### THE PROBLEM
Wherever "family" appears in a line of the listing, report that line.

### TASK INPUT
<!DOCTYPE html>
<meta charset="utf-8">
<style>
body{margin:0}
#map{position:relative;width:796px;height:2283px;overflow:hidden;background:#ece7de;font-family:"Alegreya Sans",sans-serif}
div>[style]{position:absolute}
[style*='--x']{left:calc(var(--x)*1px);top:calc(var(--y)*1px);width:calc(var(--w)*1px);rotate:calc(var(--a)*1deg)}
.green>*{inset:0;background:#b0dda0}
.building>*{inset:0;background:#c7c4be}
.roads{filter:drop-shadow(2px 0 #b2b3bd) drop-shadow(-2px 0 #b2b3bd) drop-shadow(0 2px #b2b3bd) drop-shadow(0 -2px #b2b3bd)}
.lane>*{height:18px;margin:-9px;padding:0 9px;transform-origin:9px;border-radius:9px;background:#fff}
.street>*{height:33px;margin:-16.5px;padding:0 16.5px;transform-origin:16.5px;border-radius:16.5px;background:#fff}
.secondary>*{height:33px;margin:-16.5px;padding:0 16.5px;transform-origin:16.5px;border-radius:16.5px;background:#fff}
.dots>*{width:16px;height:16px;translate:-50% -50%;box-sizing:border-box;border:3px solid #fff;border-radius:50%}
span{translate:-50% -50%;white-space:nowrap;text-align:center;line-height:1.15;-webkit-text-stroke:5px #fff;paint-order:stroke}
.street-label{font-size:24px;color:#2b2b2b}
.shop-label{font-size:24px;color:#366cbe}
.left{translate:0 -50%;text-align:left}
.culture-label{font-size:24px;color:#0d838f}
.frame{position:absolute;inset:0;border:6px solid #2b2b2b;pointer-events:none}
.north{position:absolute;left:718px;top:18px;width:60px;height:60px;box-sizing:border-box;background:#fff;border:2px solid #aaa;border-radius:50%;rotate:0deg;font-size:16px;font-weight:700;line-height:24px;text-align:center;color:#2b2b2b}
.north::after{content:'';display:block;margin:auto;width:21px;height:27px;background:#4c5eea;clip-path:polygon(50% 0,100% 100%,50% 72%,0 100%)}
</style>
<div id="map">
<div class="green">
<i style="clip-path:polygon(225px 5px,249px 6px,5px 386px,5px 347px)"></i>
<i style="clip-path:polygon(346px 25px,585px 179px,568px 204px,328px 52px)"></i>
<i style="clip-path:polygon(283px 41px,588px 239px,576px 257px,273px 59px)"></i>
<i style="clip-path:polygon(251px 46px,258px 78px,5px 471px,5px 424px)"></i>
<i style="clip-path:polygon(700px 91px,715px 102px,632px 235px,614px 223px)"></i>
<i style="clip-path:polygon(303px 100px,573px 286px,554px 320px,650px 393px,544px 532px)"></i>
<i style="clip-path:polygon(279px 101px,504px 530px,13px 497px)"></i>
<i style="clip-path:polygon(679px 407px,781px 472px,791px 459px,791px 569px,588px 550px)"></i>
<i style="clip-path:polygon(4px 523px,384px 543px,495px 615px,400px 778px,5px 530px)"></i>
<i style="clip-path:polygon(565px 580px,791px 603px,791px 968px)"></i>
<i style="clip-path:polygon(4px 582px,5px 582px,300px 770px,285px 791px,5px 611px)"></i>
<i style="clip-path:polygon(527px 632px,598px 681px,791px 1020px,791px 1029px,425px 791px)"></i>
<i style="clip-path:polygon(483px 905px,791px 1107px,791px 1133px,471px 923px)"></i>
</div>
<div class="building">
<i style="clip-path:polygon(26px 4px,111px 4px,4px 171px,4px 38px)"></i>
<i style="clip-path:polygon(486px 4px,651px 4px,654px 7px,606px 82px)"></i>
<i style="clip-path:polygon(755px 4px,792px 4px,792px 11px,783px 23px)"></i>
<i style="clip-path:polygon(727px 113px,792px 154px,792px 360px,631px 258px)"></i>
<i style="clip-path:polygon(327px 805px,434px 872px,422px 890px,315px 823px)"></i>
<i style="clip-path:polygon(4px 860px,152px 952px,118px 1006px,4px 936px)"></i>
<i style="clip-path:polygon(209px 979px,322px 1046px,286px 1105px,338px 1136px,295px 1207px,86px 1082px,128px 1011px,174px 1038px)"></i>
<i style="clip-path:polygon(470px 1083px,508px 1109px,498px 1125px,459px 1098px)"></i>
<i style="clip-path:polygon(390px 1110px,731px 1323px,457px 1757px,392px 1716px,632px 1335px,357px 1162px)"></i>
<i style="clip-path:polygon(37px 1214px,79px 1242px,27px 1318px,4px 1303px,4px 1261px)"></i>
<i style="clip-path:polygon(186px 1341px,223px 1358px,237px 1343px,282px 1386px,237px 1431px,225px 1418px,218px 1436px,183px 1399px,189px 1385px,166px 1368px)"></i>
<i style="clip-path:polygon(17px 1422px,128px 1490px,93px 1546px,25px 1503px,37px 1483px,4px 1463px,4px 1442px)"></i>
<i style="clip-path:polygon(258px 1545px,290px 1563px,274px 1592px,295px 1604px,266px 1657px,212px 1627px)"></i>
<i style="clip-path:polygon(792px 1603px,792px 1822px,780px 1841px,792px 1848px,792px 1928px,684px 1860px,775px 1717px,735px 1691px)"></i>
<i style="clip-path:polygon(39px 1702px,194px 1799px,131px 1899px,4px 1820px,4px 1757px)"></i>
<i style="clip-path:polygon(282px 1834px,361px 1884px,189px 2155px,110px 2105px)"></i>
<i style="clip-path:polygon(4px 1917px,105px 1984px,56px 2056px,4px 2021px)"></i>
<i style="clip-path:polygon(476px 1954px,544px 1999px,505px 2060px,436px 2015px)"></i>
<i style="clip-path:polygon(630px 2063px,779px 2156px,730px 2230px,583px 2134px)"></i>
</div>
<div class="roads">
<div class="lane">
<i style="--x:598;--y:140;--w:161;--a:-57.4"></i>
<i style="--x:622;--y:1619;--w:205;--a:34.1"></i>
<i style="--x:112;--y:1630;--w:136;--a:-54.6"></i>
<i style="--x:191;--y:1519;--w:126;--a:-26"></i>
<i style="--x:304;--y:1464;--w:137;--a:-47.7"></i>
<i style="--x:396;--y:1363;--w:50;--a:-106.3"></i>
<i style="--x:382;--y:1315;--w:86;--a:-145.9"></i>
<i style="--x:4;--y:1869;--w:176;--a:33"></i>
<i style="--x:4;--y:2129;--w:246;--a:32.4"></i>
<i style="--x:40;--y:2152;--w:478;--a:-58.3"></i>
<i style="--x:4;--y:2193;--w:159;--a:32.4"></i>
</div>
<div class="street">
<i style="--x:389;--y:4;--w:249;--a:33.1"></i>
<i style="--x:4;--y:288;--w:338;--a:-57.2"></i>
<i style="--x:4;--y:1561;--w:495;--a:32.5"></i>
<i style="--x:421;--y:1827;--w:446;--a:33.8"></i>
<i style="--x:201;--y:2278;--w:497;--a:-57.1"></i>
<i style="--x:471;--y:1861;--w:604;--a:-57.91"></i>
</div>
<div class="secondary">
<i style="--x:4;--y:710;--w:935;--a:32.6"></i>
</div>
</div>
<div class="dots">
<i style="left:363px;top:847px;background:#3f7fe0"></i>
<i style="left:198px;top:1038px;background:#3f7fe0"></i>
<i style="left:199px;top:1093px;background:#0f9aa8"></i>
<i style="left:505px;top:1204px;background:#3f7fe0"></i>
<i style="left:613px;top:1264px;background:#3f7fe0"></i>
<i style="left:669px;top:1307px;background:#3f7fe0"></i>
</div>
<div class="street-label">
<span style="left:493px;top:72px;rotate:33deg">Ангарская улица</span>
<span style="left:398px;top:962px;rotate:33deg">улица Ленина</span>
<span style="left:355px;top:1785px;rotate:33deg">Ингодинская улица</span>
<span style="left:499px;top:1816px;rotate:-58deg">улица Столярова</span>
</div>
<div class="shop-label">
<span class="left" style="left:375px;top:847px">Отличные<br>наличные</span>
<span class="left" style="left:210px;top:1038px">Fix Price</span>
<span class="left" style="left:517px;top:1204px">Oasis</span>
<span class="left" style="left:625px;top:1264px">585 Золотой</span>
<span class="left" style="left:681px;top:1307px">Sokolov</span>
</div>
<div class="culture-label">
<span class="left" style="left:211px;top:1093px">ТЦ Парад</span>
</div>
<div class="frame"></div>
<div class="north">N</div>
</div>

--

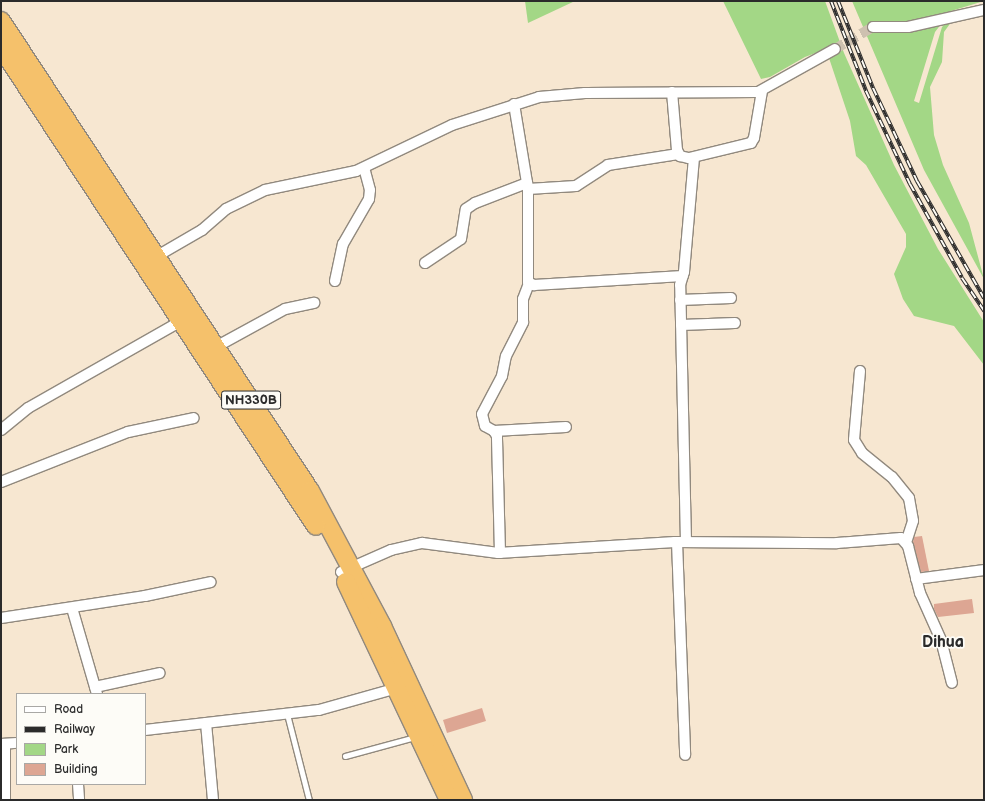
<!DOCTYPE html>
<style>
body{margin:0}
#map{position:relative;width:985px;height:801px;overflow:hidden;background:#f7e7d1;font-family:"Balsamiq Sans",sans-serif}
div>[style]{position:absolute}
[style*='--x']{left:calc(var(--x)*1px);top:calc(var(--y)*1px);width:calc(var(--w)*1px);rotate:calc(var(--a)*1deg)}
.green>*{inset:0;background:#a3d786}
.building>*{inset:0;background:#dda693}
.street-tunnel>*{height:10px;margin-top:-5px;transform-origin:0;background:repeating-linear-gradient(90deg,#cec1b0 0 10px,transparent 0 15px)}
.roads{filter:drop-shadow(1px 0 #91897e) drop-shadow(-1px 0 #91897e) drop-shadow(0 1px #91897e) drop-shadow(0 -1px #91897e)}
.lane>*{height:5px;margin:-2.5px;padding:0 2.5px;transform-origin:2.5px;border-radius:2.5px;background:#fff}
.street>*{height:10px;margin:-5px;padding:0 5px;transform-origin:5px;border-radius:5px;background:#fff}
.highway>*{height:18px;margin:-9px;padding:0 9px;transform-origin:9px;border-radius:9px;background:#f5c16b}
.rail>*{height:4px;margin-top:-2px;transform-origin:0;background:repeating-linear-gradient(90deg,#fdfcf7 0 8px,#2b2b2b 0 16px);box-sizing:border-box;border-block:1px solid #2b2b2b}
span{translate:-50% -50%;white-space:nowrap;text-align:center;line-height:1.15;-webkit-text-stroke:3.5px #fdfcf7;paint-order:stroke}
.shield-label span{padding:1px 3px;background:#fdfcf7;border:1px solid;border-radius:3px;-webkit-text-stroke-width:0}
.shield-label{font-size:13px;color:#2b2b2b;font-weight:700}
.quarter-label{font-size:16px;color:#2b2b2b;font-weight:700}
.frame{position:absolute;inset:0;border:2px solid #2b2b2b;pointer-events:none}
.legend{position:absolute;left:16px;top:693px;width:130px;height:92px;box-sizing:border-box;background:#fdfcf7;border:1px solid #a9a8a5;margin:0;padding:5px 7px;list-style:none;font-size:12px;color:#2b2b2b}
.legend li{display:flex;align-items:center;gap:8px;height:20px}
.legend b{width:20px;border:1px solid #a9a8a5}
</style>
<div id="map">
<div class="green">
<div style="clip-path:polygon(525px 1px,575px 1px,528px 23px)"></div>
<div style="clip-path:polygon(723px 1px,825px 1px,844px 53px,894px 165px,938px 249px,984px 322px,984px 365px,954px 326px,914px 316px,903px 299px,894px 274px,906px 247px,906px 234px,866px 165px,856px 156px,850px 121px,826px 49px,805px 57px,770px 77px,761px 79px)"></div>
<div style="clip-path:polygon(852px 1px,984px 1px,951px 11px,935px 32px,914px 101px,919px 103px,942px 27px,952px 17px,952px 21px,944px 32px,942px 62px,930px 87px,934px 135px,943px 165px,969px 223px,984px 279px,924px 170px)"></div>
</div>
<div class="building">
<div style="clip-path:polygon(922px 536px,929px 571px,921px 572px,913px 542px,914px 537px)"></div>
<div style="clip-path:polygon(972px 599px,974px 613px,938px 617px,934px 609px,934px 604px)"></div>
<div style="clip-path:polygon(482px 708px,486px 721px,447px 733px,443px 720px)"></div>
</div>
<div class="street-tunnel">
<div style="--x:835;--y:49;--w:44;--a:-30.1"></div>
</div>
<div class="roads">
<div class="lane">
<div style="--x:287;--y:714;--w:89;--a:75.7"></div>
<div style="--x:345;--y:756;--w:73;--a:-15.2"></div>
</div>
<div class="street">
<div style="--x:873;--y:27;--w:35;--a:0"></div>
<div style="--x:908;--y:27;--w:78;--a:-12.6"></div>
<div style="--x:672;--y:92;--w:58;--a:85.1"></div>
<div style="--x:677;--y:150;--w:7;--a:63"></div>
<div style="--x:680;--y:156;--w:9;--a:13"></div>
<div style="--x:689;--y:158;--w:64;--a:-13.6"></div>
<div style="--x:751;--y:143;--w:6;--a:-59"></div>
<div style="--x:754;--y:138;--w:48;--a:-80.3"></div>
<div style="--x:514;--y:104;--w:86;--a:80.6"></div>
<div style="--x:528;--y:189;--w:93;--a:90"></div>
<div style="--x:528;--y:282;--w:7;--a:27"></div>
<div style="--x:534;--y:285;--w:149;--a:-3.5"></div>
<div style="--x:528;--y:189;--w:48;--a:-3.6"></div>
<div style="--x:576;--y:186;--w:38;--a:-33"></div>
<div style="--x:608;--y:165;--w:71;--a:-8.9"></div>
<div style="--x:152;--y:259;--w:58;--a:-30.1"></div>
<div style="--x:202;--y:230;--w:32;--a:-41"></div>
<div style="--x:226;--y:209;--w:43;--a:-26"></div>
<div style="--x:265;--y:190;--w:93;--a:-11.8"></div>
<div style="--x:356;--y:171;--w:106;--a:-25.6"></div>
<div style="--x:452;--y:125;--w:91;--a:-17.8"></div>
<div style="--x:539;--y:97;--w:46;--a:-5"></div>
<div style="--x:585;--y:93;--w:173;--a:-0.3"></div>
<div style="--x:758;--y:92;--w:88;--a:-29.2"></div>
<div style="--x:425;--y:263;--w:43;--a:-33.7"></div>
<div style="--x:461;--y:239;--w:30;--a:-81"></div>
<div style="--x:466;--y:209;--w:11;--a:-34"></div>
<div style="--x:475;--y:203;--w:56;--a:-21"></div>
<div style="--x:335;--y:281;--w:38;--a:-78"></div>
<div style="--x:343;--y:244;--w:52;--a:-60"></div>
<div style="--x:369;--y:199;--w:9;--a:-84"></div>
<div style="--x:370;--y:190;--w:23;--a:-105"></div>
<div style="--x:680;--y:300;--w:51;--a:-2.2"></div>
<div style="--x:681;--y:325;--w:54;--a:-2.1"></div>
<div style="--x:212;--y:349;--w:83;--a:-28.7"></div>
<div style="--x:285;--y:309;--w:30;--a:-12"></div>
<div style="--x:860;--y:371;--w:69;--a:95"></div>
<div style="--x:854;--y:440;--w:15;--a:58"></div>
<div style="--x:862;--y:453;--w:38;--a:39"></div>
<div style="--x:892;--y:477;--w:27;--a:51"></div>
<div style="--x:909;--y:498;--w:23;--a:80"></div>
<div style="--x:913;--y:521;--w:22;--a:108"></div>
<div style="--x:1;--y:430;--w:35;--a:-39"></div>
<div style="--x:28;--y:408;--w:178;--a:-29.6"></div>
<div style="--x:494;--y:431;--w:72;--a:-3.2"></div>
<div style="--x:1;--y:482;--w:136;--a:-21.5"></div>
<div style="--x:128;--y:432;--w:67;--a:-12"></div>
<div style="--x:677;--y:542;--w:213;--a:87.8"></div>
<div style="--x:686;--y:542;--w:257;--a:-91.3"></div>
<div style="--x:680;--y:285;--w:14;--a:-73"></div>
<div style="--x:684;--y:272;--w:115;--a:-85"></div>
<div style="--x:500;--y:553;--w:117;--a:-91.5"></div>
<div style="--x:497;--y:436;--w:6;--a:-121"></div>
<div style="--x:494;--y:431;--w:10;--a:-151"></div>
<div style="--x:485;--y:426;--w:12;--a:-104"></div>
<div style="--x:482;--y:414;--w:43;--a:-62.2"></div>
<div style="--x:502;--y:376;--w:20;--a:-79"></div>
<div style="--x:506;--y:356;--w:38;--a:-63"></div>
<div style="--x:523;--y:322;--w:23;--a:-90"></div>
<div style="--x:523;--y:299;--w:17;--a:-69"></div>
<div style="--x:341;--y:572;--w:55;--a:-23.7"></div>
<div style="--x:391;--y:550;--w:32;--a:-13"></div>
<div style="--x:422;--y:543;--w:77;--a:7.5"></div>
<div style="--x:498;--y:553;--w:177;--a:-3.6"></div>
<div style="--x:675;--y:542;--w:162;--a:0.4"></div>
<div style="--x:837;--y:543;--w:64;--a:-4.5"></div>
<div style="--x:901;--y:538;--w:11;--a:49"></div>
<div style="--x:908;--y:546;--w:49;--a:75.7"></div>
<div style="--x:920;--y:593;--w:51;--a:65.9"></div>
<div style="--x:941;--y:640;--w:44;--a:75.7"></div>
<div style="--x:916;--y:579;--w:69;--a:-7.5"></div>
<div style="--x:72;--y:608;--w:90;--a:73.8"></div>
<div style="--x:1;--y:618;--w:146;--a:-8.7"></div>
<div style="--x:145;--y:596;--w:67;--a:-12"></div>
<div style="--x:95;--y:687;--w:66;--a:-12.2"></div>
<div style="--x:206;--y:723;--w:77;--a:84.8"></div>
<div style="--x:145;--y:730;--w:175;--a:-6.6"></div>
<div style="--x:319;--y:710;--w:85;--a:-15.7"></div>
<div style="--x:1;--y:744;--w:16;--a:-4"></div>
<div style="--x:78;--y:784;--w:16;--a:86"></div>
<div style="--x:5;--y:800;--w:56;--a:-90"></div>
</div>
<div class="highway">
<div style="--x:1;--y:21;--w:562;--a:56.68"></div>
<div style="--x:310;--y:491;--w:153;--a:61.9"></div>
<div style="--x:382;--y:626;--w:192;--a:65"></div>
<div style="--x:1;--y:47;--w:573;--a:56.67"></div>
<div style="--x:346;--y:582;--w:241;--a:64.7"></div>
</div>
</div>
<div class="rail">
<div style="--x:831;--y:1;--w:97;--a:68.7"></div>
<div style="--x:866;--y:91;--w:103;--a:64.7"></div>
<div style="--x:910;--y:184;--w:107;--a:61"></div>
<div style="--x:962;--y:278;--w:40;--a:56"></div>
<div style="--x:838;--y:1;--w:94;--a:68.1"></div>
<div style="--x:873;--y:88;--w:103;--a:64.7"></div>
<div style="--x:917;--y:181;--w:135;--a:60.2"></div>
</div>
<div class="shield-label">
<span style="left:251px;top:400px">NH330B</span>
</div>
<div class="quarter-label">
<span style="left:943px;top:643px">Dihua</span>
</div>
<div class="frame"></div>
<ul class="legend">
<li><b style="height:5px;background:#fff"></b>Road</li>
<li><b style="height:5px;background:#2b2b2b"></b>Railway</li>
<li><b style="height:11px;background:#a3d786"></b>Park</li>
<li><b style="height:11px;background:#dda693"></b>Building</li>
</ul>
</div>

### RESPONSE FOR THIS EXERCISE
#map{position:relative;width:796px;height:2283px;overflow:hidden;background:#ece7de;font-family:"Alegreya Sans",sans-serif}
#map{position:relative;width:985px;height:801px;overflow:hidden;background:#f7e7d1;font-family:"Balsamiq Sans",sans-serif}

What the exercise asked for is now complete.